▶ **Problem requirements**
In the listing below, identify each line with the word "canvas" and return those lines.
#### Data for analysis
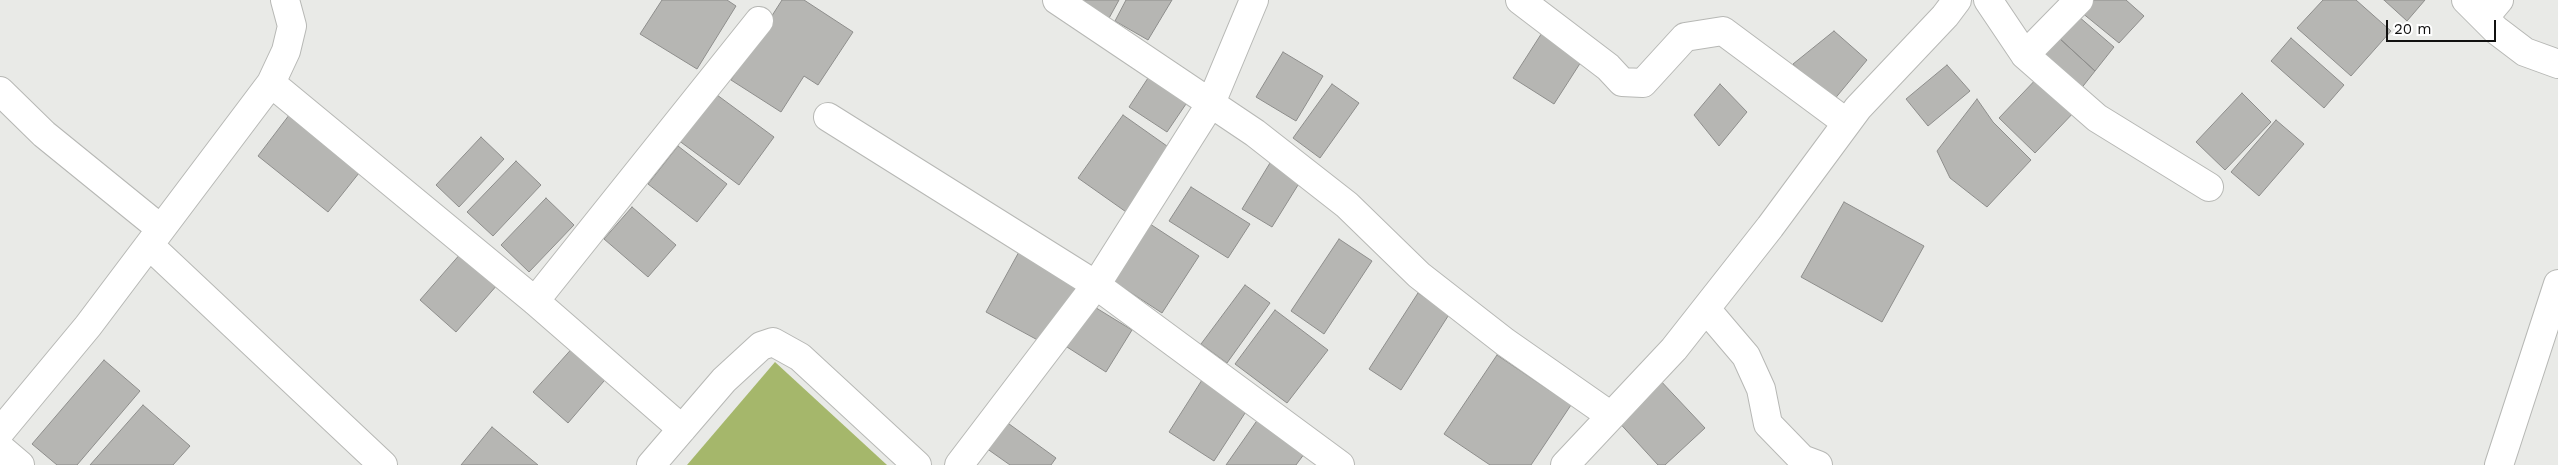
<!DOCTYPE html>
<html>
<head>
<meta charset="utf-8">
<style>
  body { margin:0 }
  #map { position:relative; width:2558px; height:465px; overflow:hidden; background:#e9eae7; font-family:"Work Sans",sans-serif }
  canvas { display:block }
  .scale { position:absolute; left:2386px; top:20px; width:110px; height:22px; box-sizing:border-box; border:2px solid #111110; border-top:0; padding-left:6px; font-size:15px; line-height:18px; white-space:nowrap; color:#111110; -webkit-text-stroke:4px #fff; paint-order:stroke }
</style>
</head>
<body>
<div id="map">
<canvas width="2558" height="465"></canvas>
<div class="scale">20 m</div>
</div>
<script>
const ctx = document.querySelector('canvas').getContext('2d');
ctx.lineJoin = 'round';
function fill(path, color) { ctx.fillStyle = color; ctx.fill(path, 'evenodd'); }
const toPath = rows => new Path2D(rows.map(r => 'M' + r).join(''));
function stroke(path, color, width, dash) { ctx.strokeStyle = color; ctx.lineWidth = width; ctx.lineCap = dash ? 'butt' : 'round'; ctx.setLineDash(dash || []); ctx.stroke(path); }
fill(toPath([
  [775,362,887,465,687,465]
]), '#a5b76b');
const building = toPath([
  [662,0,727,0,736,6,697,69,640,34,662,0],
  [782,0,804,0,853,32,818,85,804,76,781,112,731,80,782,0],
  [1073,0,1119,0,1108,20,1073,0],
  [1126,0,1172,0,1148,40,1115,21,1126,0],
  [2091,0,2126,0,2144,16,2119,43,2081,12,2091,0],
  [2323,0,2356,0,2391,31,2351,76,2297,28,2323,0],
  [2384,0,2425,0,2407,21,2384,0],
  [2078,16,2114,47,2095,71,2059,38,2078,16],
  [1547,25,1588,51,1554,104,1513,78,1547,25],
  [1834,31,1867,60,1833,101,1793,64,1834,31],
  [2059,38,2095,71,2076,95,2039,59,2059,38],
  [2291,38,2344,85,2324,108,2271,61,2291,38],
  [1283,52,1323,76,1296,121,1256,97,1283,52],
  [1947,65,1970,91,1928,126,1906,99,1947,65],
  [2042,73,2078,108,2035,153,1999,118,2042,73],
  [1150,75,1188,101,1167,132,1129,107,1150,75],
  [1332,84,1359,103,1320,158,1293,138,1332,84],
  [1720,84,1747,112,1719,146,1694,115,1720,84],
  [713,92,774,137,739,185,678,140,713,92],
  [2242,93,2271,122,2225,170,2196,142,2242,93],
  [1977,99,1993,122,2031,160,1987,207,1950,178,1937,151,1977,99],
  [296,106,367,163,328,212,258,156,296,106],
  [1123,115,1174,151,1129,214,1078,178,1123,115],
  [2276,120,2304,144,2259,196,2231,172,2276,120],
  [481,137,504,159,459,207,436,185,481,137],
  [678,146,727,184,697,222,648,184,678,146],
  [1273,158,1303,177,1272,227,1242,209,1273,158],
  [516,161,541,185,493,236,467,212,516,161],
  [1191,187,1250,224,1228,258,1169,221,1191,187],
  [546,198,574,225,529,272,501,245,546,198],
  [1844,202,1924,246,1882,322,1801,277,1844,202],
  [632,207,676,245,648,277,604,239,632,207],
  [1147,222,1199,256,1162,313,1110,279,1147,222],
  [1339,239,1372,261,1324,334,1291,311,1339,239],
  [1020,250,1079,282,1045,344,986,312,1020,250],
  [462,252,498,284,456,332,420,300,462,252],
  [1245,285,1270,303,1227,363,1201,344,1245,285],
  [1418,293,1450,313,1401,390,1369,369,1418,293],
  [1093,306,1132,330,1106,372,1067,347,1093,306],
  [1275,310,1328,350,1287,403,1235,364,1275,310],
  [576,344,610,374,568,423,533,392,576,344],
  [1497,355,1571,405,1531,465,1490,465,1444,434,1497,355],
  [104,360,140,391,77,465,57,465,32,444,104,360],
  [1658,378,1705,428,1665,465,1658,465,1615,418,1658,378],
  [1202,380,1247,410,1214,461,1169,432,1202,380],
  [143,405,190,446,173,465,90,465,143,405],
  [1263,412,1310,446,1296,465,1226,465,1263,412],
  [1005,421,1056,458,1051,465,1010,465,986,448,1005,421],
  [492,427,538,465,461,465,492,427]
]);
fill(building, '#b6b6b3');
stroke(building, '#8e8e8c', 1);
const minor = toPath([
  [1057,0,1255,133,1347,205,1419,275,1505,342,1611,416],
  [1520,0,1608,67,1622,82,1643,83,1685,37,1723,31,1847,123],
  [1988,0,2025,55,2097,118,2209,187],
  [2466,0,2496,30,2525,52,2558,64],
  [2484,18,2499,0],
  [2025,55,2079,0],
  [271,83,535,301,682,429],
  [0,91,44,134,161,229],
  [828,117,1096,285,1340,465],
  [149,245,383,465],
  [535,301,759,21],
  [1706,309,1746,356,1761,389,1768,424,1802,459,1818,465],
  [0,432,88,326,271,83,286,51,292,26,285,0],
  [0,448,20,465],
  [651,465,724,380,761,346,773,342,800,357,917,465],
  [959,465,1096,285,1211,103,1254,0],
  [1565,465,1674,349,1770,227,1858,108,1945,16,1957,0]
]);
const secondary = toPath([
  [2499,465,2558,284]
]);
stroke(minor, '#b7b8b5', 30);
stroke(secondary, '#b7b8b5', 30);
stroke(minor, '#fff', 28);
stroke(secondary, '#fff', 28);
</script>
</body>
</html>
########
▶ **Answer**
  canvas { display:block }
<canvas width="2558" height="465"></canvas>
const ctx = document.querySelector('canvas').getContext('2d');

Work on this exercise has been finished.